#### What this task involves:
Please retype only the lines below that run from the one containing "<!-- street labels -->" through the last line, both included, without altering a word.

#### Dataset entries:

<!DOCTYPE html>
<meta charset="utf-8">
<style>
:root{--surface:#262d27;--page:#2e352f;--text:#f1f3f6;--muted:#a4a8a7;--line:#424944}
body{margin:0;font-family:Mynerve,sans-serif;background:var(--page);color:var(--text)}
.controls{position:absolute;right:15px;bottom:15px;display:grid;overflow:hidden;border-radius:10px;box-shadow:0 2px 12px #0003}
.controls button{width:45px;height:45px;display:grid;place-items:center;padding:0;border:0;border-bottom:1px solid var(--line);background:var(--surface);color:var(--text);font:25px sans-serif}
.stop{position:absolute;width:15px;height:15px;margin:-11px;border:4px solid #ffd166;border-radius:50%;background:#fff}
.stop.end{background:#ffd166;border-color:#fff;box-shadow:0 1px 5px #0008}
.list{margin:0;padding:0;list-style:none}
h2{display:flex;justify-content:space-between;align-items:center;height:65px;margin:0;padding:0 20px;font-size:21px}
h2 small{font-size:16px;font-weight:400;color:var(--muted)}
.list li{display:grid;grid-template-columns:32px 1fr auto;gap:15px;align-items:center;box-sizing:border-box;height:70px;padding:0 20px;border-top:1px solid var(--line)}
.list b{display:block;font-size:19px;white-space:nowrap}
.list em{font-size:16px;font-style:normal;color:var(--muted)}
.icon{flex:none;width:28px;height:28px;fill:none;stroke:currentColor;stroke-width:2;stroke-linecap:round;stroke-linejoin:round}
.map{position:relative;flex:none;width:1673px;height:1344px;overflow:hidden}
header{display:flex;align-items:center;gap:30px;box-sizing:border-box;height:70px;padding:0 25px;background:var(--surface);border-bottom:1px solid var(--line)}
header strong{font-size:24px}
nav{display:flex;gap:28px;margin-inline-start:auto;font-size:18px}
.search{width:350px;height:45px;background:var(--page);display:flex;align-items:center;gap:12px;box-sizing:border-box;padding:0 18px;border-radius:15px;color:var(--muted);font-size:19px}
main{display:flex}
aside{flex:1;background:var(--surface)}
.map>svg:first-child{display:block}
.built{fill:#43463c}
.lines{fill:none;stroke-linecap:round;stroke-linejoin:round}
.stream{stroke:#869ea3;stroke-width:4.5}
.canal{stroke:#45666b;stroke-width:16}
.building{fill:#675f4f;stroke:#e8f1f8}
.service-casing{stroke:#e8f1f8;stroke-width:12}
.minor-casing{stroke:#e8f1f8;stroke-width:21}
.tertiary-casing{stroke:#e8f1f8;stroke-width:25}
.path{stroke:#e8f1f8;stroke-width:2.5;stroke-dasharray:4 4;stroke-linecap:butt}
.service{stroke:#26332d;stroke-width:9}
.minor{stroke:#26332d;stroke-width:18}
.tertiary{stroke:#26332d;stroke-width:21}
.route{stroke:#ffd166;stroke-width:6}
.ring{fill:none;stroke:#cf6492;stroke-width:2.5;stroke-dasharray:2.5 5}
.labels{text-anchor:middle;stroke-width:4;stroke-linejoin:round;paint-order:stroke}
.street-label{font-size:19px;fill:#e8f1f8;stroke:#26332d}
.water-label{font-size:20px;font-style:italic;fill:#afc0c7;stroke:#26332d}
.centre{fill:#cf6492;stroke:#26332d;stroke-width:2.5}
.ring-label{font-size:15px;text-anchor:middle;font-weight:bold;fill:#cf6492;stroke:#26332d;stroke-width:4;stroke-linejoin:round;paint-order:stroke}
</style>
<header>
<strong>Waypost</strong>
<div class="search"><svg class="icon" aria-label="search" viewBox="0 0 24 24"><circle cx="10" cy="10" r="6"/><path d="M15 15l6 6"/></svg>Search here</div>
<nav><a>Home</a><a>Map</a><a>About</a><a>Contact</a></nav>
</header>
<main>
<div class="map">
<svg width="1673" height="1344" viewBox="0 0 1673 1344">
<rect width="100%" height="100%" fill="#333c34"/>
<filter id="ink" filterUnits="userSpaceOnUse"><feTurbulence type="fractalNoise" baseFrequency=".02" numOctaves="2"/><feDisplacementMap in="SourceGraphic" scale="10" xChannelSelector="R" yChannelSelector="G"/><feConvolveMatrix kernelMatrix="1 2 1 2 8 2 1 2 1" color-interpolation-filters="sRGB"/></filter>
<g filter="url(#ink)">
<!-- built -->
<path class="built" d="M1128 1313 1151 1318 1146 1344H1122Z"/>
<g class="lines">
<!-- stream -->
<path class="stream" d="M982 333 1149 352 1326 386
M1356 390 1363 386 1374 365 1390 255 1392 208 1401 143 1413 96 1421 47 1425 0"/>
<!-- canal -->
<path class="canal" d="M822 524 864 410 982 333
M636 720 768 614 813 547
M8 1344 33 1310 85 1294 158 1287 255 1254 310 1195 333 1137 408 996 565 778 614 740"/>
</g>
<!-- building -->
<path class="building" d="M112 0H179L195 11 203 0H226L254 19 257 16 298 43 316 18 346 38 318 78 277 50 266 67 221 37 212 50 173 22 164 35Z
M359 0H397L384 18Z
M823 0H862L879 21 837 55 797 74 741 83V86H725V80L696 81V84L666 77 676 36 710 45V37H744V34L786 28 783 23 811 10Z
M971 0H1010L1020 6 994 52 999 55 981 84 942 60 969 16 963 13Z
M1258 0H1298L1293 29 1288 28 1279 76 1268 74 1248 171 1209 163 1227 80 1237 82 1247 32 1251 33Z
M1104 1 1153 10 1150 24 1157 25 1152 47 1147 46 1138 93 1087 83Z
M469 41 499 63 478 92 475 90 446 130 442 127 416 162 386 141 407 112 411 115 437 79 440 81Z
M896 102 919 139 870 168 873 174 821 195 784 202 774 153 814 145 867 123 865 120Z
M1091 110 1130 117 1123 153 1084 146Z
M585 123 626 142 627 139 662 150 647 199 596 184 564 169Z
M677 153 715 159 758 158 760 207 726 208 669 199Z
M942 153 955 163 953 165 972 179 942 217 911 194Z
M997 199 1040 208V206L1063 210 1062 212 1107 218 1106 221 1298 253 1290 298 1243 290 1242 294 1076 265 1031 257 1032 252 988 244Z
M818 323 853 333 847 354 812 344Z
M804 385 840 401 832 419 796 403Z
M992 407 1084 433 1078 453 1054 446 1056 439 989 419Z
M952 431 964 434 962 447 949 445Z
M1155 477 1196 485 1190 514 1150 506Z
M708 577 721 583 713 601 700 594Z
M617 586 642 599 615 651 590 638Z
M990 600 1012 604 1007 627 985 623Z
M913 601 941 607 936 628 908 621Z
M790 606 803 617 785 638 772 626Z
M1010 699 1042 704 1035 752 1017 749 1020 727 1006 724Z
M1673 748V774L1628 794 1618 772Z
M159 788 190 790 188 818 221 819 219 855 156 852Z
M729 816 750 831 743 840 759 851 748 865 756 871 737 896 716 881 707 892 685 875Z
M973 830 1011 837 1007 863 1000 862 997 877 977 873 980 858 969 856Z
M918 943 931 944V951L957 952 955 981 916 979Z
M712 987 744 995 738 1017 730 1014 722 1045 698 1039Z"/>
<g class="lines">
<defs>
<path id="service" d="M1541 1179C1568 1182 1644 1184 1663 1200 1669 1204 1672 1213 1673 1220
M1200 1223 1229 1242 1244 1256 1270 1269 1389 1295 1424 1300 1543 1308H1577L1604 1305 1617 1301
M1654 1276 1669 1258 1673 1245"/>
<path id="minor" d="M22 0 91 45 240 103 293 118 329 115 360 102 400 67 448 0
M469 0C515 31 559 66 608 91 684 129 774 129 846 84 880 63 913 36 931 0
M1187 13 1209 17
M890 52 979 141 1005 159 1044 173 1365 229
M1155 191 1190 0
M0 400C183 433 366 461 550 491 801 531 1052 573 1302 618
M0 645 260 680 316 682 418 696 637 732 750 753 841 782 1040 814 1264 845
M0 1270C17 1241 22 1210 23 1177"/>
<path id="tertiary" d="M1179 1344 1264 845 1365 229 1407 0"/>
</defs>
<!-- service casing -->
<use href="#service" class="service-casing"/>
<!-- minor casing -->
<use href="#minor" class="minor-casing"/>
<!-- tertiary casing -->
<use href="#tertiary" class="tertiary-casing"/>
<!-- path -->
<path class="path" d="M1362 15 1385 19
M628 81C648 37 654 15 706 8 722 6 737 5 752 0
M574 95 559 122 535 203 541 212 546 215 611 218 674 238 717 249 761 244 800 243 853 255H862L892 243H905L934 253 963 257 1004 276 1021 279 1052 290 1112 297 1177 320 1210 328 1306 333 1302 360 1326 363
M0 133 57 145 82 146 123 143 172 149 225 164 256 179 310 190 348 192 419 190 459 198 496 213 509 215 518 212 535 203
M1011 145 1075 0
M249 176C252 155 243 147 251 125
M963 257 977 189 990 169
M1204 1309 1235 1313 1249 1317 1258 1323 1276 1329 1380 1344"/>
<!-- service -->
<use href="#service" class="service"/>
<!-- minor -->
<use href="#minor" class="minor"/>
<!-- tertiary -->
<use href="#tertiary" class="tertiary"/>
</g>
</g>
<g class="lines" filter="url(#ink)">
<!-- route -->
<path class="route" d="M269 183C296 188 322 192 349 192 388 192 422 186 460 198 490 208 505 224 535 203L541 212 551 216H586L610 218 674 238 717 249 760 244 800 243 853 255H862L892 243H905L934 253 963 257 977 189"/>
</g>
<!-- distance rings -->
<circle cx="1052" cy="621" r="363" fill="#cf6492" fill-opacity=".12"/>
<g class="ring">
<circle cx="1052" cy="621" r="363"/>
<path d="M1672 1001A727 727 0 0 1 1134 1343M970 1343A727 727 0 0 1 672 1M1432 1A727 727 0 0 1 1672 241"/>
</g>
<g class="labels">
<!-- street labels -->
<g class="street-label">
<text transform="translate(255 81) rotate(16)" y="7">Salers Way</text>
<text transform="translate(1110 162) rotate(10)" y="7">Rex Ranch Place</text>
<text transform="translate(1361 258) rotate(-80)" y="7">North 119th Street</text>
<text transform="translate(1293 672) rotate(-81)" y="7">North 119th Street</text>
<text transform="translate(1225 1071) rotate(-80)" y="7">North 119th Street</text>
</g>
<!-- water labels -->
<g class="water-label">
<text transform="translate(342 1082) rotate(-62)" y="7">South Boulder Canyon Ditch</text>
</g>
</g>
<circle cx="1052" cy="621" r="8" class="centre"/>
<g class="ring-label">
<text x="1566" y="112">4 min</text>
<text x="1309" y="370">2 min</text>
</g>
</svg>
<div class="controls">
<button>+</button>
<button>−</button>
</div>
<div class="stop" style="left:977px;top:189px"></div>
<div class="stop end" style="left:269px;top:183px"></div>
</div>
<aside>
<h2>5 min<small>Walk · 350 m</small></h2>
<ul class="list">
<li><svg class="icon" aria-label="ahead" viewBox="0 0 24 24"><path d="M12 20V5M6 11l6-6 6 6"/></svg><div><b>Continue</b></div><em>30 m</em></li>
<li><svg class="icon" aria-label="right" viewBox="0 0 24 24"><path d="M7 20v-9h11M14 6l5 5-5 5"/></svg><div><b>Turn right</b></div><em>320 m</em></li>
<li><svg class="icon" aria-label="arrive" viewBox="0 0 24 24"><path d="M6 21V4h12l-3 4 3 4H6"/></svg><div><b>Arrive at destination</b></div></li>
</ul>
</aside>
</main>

#### Output for this exercise:
<!-- street labels -->
<g class="street-label">
<text transform="translate(255 81) rotate(16)" y="7">Salers Way</text>
<text transform="translate(1110 162) rotate(10)" y="7">Rex Ranch Place</text>
<text transform="translate(1361 258) rotate(-80)" y="7">North 119th Street</text>
<text transform="translate(1293 672) rotate(-81)" y="7">North 119th Street</text>
<text transform="translate(1225 1071) rotate(-80)" y="7">North 119th Street</text>
</g>
<!-- water labels -->
<g class="water-label">
<text transform="translate(342 1082) rotate(-62)" y="7">South Boulder Canyon Ditch</text>
</g>
</g>
<circle cx="1052" cy="621" r="8" class="centre"/>
<g class="ring-label">
<text x="1566" y="112">4 min</text>
<text x="1309" y="370">2 min</text>
</g>
</svg>
<div class="controls">
<button>+</button>
<button>−</button>
</div>
<div class="stop" style="left:977px;top:189px"></div>
<div class="stop end" style="left:269px;top:183px"></div>
</div>
<aside>
<h2>5 min<small>Walk · 350 m</small></h2>
<ul class="list">
<li><svg class="icon" aria-label="ahead" viewBox="0 0 24 24"><path d="M12 20V5M6 11l6-6 6 6"/></svg><div><b>Continue</b></div><em>30 m</em></li>
<li><svg class="icon" aria-label="right" viewBox="0 0 24 24"><path d="M7 20v-9h11M14 6l5 5-5 5"/></svg><div><b>Turn right</b></div><em>320 m</em></li>
<li><svg class="icon" aria-label="arrive" viewBox="0 0 24 24"><path d="M6 21V4h12l-3 4 3 4H6"/></svg><div><b>Arrive at destination</b></div></li>
</ul>
</aside>
</main>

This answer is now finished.